Methods: This retrospective analysis examined patients with Graves disease (GD) and nodular thyroid disease (NTD) who were treated with RAI as definitive treatment for thyrotoxicosis between 2008 2012. A standard activity of RAI (555 MBq) was used for all subjects. We examined previous electronic records and databases for clinical and biochemical data at presentation, details of medical management before and after RAI, and the rate of occurrence of post RAI hypothyroidism in the two groups.

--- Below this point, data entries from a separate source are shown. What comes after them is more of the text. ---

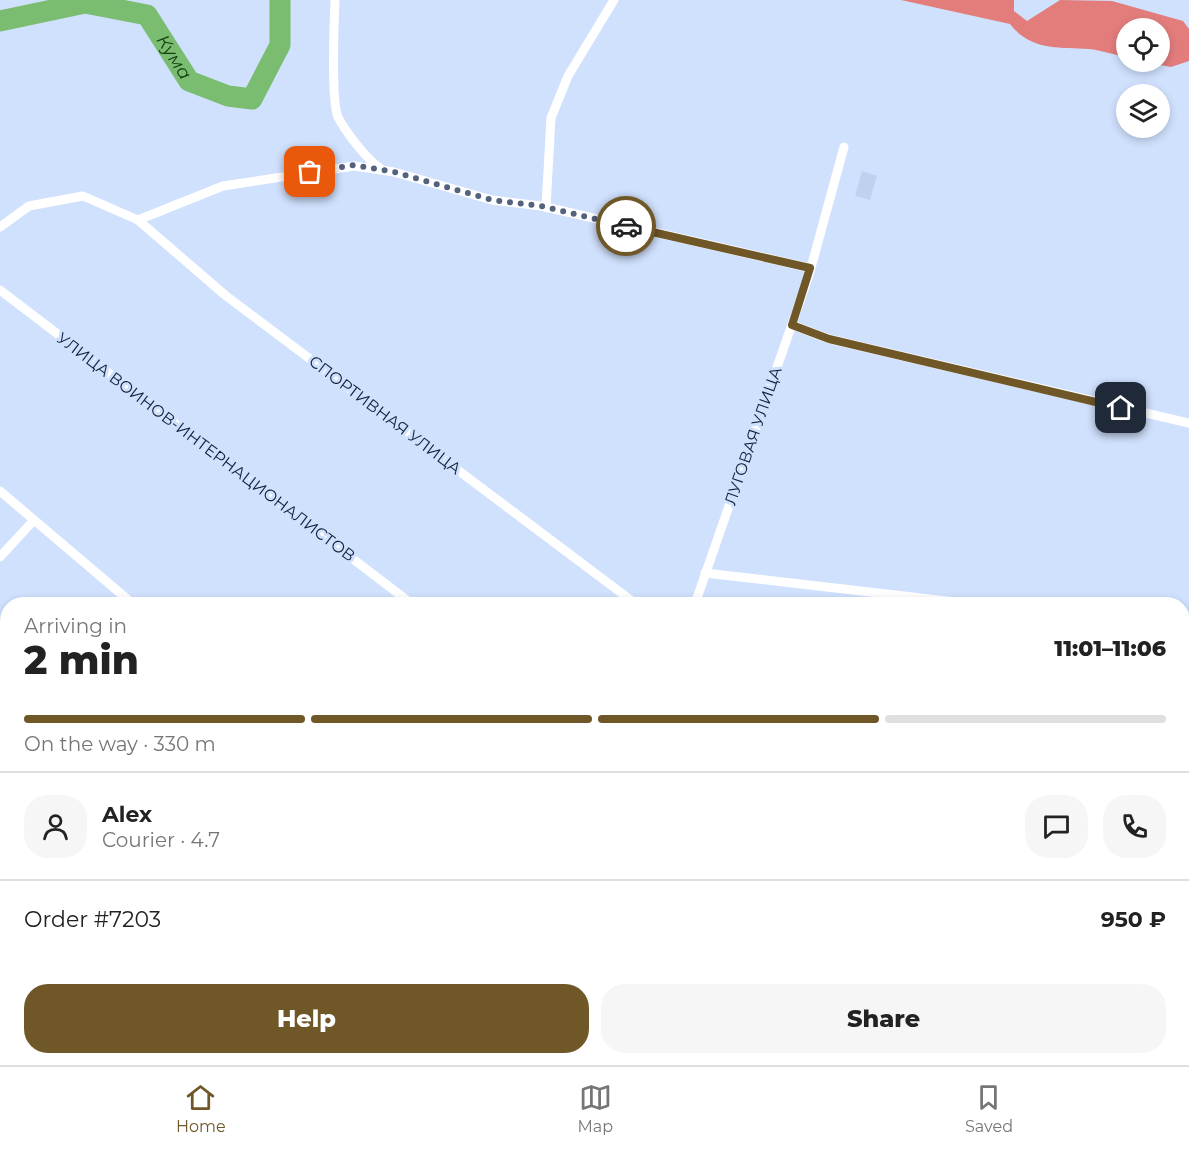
<!DOCTYPE html>
<html lang="en">
<head>
<meta charset="utf-8">
<style>
	body { margin:0; font-family:Montserrat,sans-serif; background:#f6f6f6; color:#222; height:100vh; display:flex; flex-direction:column; font-size:22px; white-space:nowrap }
	* { box-sizing:border-box; margin:0 }
	p { font-size:20px; color:#767676 }
	.icon { flex:none; width:33px; height:33px; fill:none; stroke:currentColor; stroke-width:2; stroke-linecap:round; stroke-linejoin:round }
	.map { position:relative; flex:1; overflow:hidden }
	.side { position:absolute; left:0px; top:597px; width:1190px; height:468px; display:flex; flex-direction:column; background:#fff; border-radius:24px 24px 0 0; box-shadow:0 3px 9px #0003 }
	.side>* { flex:none }
	.fabs { position:absolute; left:1116px; top:18px; display:grid; gap:12px }
	.fabs a { display:grid; place-items:center; width:54px; height:54px; border-radius:50%; background:#fff; box-shadow:0 3px 9px #0003; font-size:30px }
	.pin { position:absolute; display:grid; place-items:center; width:51px; height:51px; color:#fff; margin:-26px; border-radius:12px; box-shadow:0 3px 9px #0006 }
	.courier { position:absolute; display:grid; place-items:center; width:60px; height:60px; margin:-30px; border:4px solid #705728; border-radius:50%; background:#fff; color:#222; box-shadow:0 2px 8px #0007 }
	.headline em { font-style:normal; font-weight:800 }
	.headline div { display:flex; flex-direction:column-reverse }
	.headline { display:flex; align-items:center; justify-content:space-between; height:102px; padding:0 24px }
	h1 { font-size:39px; font-weight:800; line-height:45px }
	.bar { display:grid; grid-template-columns:repeat(4,1fr); gap:9px 6px; align-content:center; height:72px; padding:0 24px }
	.bar i { height:8px; border-radius:4px; background:#e0e0e0 }
	.bar .active { background:#705728 }
	.bar p { grid-column:span 4 }
	.line { display:flex; align-items:center; gap:15px; padding:0 24px; border-top:2px solid #e0e0e0 }
	.line div { flex:1 }
	.round { display:grid; place-items:center; flex:none; width:63px; height:63px; border-radius:24px; background:#f6f6f6 }
	.cta { display:flex; gap:12px; margin-top:auto; padding:12px 24px }
	.cta a { flex:1; height:69px; border-radius:24px; background:#705728; color:#fff; font-size:24px; font-weight:800; line-height:69px; text-align:center }
	.cta a+a { background:#f6f6f6; color:#222 }
	.tabs { display:flex; justify-content:space-around; align-items:center; height:84px; border-top:2px solid #e0e0e0; background:#fff; font-size:16px; color:#767676 }
	.tabs a { display:grid; justify-items:center; gap:3px }
	.tabs .active { color:#705728 }
	.map>svg:first-child { display:block }
</style>
</head>
<body>
<div class="map">
<svg width="1189" height="1065" viewBox="0 0 1189 1065">
	<rect width="100%" height="100%" fill="#d0e1fd"/>
	<!-- built -->
	<polygon fill="#bfd1ef" points="862,171 877,176 870,200 855,196"/>
	<!-- forest -->
	<path fill="#e27d7c" d="M901 0H1014V11L1027 21 1060 0 1112 1 1183 21 1189 29V61L1171 67 1145 62H1160V28H1126V57C1114 55 1101 50 1089 49 1058 47 1031 51 1010 24Z"/>
	<g fill="none" stroke-linecap="round" stroke-linejoin="round">
		<!-- river -->
		<path stroke="#7abd71" stroke-width="21" id="s1" d="M0 21 85 3 147 15 189 81 228 96 252 99 280 45V0"/>
		<!-- street -->
		<g stroke="#fff" stroke-width="9">
			<path d="M335 0C334 21 331 102 338 117 345 131 367 160 380 168"/>
			<polyline points="546,207 551,118 568,76 614,0"/>
			<polyline points="138,220 225,295 636,604"/>
			<polyline points="0,227 29,206 83,196 138,220 223,186 354,166 394,172 492,200 541,206 810,268"/>
			<polyline points="0,290 412,604"/>
			<polyline points="792,325 829,339 1189,423"/>
			<polyline points="0,491 133,604"/>
			<polyline points="0,557 34,520"/>
			<polyline points="705,573 973,604"/>
			<polyline points="695,604 809,275 844,147"/>
			<polyline points="1182,630 1189,631"/>
			<polyline points="0,783 8,775"/>
			<polyline points="0,798 8,804"/>
			<polyline points="1182,874 1189,875"/>
			<polyline points="0,1015 8,1006"/>
			<polyline points="0,1050 8,1056"/>
			<polyline points="9,1058 18,1065"/>
			<polyline points="88,1058 96,1065"/>
			<polyline points="299,1058 308,1065"/>
			<polyline points="685,1058 695,1065"/>
			<polyline points="1177,1058 1189,1059"/>
			<polyline points="42,1065 50,1058"/>
			<polyline points="562,1065 568,1058"/>
			<polyline points="862,1065 869,1058"/>
		</g>
	</g>
	<g fill="none" stroke-linecap="round" stroke-linejoin="round">
		<!-- done -->
		<polyline stroke="#53637d" stroke-width="6" stroke-dasharray="0 10.8" points="310,172 354,165 394,172 492,200 541,206 626,226"/>
		<!-- route -->
		<polyline stroke="#705728" stroke-width="8" points="626,226 810,268 792,325 829,339 1121,408"/>
	</g>
	<g text-anchor="middle" dominant-baseline="central" stroke-width="6" stroke-linejoin="round" paint-order="stroke">
		<!-- street labels -->
		<g font-size="16" fill="#101f38" stroke="#d0e1fd">
			<text transform="translate(385 415) rotate(37)">СПОРТИВНАЯ УЛИЦА</text>
			<text transform="translate(753 436) rotate(-71)">ЛУГОВАЯ УЛИЦА</text>
			<text transform="translate(206 447) rotate(37)">УЛИЦА ВОИНОВ-ИНТЕРНАЦИОНАЛИСТОВ</text>
		</g>
		<!-- water labels -->
		<g font-size="18" font-style="italic" fill="#14420e" stroke="#d0e1fd">
			<text stroke="none"><textPath href="#s1" startOffset="200">Кума</textPath></text>
		</g>
	</g>
</svg>
<div class="fabs">
<a><svg class="icon" aria-label="locate" viewBox="0 0 24 24"><circle cx="12" cy="12" r="6"/><path d="M12 2v4M12 18v4M2 12h4M18 12h4"/></svg></a>
<a><svg class="icon" aria-label="layers" viewBox="0 0 24 24"><path d="M12 4l9 5-9 5-9-5zM3 14l9 5 9-5"/></svg></a>
</div>
<div class="pin" style="left:310px;top:172px;background:#ea580c"><svg class="icon" aria-label="bag" viewBox="0 0 24 24"><path d="M5 8h14l-1 12H6zM9 8a3 3 0 0 1 6 0"/></svg></div>
<div class="pin" style="left:1121px;top:408px;background:#1f2937"><svg class="icon" aria-label="home" viewBox="0 0 24 24"><path d="M3 11l9-7 9 7M6 9v11h12V9"/></svg></div>
<div class="courier" style="left:626px;top:226px"><svg class="icon" aria-label="car" viewBox="0 0 24 24"><path d="M5 17H2v-5l4-1 3-4h7l3 4 3 1v5h-3M9 17h6M6 11h13"/><circle cx="7" cy="17" r="2"/><circle cx="17" cy="17" r="2"/></svg></div>
<section class="side">
<div class="headline"><div><h1>2 min</h1><p>Arriving in</p></div><em>11:01–11:06</em></div>
<div class="bar"><i class="active"></i><i class="active"></i><i class="active"></i><i></i><p>On the way · 330 m</p></div>
<div class="line" style="height:108px"><a class="round"><svg class="icon" aria-label="person" viewBox="0 0 24 24"><circle cx="12" cy="8" r="4"/><path d="M4 21q1-7 8-7t8 7"/></svg></a><div><b>Alex</b><p>Courier · 4.7</p></div><a class="round"><svg class="icon" aria-label="chat" viewBox="0 0 24 24"><path d="M4 5h16v11H9l-5 4z"/></svg></a><a class="round"><svg class="icon" aria-label="phone" viewBox="0 0 24 24"><path d="M5 4h4l2 5-3 2q2 4 5 5l2-3 5 2v4C11 20 4 13 5 4z"/></svg></a></div>
<div class="line" style="height:78px"><div>Order #7203</div><b>950 ₽</b></div>
<div class="cta"><a>Help</a><a>Share</a></div>
</section>
</div>
<nav class="tabs">
<a class="active"><svg class="icon" aria-label="home" viewBox="0 0 24 24"><path d="M3 11l9-7 9 7M6 9v11h12V9"/></svg>Home</a>
<a><svg class="icon" aria-label="map" viewBox="0 0 24 24"><path d="M3 6l6-2 6 2 6-2v14l-6 2-6-2-6 2zM9 4v14M15 6v14"/></svg>Map</a>
<a><svg class="icon" aria-label="saved" viewBox="0 0 24 24"><path d="M7 4h10v16l-5-4-5 4z"/></svg>Saved</a>
</nav>
</body>
</html>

Results: There were 241 GD subjects (goitre recorded in 56%, and orbitopathy in 19.6%) and 156 NTD subjects who had RAI for thyrotoxicosis during this period. GD subjects (a) were younger median age 51 vs. 67 years, P < 0.001; (b) had higher median free T3 (11.95 vs. 7 pmol/l) and free T4 (30.1 vs. 19.7 pmol/l) concentrations at presentation (P < 0.001); (c) a longer duration of treatment with a thionamide before RAI (12 vs. 7 months, P < 0.001); and (d) a higher incidence of post RAI hypothyroidism (88.5% vs. 31%, P < 0.001) compared to NTD subjects. Most GD subjects received RAI for relapse (62.3% vs.15.6%) while the majority of NTD subjects received RAI as first choice treatment (39% vs.4.2%). The median time to post RAI hypothyroidism was 3-3.5 months in both groups.
Conclusions: Our study indicates that subjects with GD presenting for RAI mainly for relapsed disease, (a) were younger, (b) had more severe biochemical thyrotoxicosis compared to those with NDT and (c) a higher percentage of them developed hypothyroidism post RAI although both groups received a standard activity of 555 MBq.